BEGIN

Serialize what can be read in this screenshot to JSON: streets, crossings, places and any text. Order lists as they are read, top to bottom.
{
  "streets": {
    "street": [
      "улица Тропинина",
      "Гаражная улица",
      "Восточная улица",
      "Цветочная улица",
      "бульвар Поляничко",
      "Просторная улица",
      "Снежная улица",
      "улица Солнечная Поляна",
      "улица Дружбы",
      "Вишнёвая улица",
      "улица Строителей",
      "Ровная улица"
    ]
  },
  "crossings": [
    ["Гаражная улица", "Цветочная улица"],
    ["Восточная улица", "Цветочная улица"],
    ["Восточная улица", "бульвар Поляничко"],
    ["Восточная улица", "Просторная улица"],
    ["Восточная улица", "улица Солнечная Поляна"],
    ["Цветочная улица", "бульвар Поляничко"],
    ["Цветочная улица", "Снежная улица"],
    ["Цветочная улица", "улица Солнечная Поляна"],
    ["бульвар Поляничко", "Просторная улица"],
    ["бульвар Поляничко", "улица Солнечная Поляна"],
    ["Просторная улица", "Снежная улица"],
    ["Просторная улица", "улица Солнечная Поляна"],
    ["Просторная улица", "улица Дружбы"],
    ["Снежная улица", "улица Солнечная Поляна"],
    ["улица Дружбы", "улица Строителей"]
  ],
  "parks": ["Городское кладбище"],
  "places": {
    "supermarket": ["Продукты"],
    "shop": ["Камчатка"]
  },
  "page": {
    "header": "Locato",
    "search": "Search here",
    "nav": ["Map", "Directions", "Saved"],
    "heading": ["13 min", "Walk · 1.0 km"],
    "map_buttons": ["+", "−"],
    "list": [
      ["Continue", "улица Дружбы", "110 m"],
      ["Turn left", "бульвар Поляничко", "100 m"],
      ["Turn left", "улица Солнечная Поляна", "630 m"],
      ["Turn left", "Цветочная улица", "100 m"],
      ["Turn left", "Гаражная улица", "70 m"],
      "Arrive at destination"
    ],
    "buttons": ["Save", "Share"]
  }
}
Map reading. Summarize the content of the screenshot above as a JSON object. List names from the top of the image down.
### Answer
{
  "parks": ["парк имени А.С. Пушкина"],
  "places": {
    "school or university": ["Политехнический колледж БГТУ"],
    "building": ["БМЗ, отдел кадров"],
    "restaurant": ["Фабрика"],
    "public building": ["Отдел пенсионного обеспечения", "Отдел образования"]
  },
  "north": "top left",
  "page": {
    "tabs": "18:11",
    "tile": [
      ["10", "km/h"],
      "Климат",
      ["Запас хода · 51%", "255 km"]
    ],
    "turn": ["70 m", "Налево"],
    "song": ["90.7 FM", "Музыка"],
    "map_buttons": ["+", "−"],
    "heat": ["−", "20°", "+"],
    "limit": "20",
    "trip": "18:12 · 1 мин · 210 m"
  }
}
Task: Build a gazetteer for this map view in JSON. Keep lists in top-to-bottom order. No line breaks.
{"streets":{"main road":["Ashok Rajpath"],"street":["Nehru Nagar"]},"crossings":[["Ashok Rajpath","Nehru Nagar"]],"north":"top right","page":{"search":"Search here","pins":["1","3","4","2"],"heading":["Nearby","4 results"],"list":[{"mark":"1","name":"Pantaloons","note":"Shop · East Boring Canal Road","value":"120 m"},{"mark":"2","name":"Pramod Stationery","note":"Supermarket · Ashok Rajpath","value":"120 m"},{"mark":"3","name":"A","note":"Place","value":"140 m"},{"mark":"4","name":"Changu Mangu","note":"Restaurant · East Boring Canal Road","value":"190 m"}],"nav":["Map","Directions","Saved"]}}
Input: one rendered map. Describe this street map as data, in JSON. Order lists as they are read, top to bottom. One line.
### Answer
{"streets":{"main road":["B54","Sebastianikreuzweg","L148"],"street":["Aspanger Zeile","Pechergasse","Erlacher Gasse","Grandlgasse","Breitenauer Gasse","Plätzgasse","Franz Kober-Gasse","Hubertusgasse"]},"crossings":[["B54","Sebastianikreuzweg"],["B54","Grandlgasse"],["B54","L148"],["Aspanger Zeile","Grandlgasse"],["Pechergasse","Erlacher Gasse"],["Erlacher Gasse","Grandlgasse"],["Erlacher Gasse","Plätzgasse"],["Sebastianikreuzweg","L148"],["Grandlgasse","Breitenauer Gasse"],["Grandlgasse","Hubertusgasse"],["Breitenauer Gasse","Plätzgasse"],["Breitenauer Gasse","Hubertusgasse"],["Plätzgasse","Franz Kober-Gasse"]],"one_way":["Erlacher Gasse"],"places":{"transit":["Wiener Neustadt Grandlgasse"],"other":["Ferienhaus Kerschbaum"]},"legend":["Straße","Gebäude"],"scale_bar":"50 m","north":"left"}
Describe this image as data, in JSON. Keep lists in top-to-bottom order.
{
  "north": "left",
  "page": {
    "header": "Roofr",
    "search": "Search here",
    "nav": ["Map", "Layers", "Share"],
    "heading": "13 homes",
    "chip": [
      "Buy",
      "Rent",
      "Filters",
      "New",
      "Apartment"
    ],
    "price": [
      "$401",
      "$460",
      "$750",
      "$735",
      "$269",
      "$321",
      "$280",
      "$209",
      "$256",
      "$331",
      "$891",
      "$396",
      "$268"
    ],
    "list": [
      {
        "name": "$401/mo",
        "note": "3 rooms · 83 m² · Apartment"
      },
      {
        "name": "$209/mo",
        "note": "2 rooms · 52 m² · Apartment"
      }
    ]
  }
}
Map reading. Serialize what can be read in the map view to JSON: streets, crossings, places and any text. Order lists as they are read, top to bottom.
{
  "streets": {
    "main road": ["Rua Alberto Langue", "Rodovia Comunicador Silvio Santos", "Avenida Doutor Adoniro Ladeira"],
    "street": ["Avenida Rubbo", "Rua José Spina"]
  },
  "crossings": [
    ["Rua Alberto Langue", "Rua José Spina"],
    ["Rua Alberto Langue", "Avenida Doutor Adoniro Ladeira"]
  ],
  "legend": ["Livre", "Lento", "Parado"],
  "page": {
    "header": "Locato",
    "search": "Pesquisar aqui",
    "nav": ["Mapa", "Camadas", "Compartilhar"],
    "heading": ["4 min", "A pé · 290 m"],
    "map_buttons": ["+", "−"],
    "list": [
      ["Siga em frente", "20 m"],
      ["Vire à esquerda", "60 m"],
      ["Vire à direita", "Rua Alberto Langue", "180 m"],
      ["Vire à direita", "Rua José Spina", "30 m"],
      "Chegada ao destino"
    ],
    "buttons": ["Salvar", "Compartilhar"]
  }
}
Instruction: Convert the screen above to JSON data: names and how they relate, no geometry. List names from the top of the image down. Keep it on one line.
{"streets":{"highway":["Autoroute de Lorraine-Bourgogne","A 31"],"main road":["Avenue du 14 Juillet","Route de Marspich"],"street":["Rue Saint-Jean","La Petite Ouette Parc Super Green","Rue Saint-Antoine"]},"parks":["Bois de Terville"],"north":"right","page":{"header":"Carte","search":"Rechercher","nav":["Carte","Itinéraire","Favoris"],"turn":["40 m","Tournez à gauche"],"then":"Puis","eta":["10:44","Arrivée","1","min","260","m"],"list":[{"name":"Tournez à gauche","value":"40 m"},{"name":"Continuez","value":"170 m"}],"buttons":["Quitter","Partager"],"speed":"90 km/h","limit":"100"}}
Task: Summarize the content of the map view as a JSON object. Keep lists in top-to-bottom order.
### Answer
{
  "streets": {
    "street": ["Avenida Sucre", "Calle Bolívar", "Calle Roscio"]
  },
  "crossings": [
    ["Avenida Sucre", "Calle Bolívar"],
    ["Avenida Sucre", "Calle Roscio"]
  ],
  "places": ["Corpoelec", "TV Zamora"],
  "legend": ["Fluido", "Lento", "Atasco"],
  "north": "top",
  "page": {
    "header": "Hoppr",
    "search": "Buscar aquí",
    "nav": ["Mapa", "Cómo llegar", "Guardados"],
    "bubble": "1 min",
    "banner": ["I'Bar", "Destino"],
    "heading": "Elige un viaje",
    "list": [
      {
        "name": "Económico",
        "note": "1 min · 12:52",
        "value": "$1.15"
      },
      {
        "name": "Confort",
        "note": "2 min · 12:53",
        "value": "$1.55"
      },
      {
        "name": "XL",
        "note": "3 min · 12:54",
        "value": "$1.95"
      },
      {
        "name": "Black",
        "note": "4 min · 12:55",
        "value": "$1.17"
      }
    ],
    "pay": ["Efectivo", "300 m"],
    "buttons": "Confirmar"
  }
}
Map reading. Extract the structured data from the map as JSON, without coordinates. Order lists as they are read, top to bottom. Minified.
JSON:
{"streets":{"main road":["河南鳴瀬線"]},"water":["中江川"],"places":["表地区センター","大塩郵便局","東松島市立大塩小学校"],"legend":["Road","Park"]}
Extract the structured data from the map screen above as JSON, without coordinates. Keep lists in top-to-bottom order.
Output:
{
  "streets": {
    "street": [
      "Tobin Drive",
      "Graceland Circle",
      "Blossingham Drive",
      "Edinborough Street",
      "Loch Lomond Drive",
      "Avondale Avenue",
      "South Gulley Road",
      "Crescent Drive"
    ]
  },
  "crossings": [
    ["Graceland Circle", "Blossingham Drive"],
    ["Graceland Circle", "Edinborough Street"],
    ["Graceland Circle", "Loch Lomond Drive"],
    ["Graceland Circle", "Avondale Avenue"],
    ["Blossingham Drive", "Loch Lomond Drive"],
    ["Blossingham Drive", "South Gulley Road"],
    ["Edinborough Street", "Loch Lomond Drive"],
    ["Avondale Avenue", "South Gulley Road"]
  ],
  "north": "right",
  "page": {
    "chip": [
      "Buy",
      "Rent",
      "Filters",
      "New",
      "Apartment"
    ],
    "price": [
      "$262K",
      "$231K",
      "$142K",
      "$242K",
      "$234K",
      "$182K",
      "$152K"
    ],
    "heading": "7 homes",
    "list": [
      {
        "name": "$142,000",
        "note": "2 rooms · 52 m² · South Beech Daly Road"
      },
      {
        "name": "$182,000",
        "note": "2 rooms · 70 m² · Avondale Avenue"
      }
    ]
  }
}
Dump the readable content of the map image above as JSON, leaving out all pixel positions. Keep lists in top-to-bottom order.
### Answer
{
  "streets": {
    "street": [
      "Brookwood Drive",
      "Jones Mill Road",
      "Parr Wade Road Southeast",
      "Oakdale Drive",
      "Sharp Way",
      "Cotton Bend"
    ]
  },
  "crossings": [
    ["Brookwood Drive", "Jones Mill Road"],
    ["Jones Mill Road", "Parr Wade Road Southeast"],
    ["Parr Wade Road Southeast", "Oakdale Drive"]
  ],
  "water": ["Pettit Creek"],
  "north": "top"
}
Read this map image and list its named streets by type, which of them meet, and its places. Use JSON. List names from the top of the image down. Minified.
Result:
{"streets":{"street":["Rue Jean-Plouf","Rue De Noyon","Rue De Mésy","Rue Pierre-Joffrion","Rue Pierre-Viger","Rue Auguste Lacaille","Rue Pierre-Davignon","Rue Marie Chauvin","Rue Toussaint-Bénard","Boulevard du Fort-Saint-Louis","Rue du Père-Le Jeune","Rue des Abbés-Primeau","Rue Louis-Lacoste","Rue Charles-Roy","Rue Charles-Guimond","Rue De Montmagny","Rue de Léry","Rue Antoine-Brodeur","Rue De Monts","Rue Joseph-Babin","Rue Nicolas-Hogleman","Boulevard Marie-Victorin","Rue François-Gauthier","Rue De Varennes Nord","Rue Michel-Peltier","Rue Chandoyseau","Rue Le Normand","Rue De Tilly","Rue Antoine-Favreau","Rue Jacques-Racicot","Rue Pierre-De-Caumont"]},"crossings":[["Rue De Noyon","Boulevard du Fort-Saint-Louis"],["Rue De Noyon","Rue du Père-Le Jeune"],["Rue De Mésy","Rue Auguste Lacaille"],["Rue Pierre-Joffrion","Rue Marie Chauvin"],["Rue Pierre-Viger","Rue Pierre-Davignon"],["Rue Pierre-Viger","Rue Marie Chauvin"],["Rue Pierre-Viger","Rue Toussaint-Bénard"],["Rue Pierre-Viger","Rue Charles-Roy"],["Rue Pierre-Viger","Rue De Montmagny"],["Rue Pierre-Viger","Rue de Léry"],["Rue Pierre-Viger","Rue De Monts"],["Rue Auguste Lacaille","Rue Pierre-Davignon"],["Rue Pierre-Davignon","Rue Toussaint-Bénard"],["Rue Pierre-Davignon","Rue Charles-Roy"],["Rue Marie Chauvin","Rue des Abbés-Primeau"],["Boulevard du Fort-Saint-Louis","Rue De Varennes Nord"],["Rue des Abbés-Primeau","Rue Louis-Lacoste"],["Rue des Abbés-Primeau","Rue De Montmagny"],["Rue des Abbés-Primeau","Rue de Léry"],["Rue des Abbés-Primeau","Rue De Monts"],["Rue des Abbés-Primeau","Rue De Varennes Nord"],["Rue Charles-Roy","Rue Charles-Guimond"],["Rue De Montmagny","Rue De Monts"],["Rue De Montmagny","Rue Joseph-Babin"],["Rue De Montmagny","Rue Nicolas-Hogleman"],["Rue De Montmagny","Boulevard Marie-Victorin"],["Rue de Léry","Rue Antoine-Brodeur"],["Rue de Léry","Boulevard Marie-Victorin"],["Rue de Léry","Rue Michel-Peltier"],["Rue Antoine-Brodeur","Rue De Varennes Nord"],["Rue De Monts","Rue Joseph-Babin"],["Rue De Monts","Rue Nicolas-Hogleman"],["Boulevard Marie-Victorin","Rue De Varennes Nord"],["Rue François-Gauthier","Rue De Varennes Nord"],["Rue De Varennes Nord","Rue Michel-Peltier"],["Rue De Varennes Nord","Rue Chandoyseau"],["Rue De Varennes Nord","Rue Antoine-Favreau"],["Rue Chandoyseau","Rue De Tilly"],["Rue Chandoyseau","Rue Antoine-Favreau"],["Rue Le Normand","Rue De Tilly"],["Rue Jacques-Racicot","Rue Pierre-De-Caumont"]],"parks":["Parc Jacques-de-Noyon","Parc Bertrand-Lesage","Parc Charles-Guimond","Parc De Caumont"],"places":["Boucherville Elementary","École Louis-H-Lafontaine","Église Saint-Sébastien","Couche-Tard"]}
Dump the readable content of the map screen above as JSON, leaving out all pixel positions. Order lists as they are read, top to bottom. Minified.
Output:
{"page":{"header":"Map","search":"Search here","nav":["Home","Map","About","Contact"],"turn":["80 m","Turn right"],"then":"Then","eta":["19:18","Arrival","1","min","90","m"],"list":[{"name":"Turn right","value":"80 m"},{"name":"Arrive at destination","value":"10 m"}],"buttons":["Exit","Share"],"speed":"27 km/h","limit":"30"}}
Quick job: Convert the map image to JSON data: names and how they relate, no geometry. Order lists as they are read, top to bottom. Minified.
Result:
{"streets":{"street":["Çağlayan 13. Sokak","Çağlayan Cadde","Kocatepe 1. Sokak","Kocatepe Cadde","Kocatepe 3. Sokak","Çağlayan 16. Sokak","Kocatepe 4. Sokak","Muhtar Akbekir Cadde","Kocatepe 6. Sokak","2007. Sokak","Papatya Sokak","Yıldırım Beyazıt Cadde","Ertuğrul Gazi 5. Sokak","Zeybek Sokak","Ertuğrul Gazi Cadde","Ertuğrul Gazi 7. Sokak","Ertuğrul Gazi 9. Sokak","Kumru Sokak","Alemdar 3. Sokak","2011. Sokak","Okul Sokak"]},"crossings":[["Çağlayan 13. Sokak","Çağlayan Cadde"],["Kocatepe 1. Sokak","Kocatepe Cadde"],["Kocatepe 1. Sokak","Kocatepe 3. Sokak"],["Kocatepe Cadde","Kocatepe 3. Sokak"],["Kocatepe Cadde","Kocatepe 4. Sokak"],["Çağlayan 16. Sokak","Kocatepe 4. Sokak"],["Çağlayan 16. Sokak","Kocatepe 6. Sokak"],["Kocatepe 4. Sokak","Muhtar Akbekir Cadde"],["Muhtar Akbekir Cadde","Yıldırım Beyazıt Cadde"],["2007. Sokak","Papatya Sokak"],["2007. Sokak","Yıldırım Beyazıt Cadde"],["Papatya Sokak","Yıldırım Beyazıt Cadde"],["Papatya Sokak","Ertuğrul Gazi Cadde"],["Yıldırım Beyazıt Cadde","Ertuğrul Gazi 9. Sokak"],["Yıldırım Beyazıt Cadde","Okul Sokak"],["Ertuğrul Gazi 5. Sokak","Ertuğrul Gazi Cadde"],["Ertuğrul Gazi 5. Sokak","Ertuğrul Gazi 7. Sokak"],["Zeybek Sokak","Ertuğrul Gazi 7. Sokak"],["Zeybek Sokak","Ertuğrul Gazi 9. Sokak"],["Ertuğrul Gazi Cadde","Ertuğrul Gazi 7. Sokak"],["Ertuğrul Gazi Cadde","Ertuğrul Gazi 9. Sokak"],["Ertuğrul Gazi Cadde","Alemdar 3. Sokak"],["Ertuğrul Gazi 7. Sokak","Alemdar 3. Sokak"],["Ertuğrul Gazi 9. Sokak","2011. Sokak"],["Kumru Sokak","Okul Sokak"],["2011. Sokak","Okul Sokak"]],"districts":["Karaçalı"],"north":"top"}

END

◆ **TASK**
Please copy all lines of the listing in which the string "Lomond" occurs.

◆ **REPLY**
      "Loch Lomond Drive",
    ["Graceland Circle", "Loch Lomond Drive"],
    ["Blossingham Drive", "Loch Lomond Drive"],
    ["Edinborough Street", "Loch Lomond Drive"],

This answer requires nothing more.